Deux vignerons dans leurs vignes au soleil couchant — Photo : Philippe Marchand

L'année 2020 n'a pas été faste pour les vins de Bordeaux, qui ont connu une baisse de leurs ventes de -5 % et une perte de valeur de 12 %. Si les ventes à l'export retrouvent des couleurs en 2021, la crise est nette et les raisons enracinées. Qu'il s'agisse des problématiques liées au climat, au manque de bras, à l'utilisation encore importante de pesticides ou à des consommateurs toujours plus exigeants et connectés, le secteur cherche des portes de sorties. Des deux côtés de la Garonne, on réfléchit déjà à lui apporter de nouvelles réponses. En fin d'année, deux incubateurs se sont lancés dans la course, confirmant l'appétit des acteurs du vin pour l'innovation tous azimuts. Rive gauche, l'homme d'affaires Bernard Magrez, propriétaire d'une quarantaine de châteaux dans le monde, a ouvert l'incubateur Start-up Win à Léognan, accueillant 34 start-up dont une dizaine de "primeurs" bénéficiant d'un accompagnement personnalisé de l'incubateur Unitec. Rive droite, à Libourne, la technopole Bordeaux Technowest a ouvert sa huitième pépinière autour du même thème. Leur genèse a beau diverger, les deux incubateurs ont un point commun : leurs locaux se remplissent vite.

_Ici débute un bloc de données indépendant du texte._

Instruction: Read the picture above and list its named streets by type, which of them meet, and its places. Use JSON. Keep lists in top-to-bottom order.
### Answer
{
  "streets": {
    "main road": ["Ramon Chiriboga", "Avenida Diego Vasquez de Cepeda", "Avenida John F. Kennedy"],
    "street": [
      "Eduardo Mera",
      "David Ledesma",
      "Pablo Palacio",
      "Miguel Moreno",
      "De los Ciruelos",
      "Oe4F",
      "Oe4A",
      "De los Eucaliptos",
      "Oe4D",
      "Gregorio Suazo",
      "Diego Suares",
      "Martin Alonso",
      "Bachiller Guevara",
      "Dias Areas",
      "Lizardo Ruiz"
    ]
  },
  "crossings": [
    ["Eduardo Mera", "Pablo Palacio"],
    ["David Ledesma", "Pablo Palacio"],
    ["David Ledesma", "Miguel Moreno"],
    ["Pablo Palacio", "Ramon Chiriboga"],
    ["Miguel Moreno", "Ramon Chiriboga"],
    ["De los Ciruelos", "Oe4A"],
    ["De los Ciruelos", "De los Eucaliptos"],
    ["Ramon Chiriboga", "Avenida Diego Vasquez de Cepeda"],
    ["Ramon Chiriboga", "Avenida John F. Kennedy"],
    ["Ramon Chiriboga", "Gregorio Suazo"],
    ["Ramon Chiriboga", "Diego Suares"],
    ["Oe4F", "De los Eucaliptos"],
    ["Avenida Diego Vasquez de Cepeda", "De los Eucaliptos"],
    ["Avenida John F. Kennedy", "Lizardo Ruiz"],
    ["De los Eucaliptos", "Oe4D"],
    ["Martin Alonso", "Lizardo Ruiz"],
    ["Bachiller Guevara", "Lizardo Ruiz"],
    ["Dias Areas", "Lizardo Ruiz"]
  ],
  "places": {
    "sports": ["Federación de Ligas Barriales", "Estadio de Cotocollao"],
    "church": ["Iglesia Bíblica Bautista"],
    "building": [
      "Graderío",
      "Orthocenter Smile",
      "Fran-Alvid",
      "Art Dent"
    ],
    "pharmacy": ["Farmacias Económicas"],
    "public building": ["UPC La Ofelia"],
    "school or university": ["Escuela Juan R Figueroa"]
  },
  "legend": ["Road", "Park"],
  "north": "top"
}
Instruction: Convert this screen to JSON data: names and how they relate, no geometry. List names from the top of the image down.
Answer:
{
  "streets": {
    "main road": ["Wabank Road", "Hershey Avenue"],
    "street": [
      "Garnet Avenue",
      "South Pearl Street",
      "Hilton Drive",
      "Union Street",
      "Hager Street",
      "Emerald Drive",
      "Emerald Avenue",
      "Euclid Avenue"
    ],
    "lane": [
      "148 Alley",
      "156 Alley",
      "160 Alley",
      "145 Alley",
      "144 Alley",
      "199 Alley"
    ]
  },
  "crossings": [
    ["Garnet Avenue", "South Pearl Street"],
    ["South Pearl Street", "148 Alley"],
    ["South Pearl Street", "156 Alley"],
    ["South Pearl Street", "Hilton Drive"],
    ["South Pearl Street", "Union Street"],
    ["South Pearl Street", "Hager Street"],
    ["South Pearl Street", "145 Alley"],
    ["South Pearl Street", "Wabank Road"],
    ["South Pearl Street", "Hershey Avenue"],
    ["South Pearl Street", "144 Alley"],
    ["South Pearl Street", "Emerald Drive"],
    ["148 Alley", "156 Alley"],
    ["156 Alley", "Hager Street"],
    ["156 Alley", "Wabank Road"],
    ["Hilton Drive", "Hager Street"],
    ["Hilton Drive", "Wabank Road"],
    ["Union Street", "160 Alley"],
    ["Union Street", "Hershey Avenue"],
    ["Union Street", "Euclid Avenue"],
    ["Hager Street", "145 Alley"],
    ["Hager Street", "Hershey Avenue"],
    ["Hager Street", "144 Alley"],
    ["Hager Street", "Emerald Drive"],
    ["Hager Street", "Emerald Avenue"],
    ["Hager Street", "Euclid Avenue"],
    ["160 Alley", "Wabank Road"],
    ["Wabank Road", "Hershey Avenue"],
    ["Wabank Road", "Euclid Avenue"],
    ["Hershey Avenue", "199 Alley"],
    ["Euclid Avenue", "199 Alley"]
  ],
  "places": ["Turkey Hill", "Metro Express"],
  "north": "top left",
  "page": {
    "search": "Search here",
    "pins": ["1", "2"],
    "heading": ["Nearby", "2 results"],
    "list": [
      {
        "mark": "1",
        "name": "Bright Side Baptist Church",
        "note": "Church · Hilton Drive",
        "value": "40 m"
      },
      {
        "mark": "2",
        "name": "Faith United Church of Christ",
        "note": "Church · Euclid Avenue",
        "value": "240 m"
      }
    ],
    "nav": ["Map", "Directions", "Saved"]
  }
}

Faire évoluer les méthodes culturales

Et si nombre de projets incubés se tournent vers le numérique et le consommateur, une nouvelle vague semble émerger et susciter un intérêt croissant. Son souhait ? Agir directement sur la vigne pour mieux la préserver. "Les consommateurs veulent des produits de plus en plus naturels, obligeant les viticulteurs à faire évoluer leurs méthodes culturales", confirme Pierre Chollet, directeur du syndicat viticole URAB (Union Régionale Agricole Bordelaise) et rattaché au pôle Enosens dédié au conseil pour les professionnels du vin.

L'association de défense de l'environnement Générations Futures, dans un palmarès paru en mars, place toujours la Gironde en première position des départements affichant le volume d'achat de pesticides le plus élevé, soit un peu plus de 3 000 tonnes annuelles.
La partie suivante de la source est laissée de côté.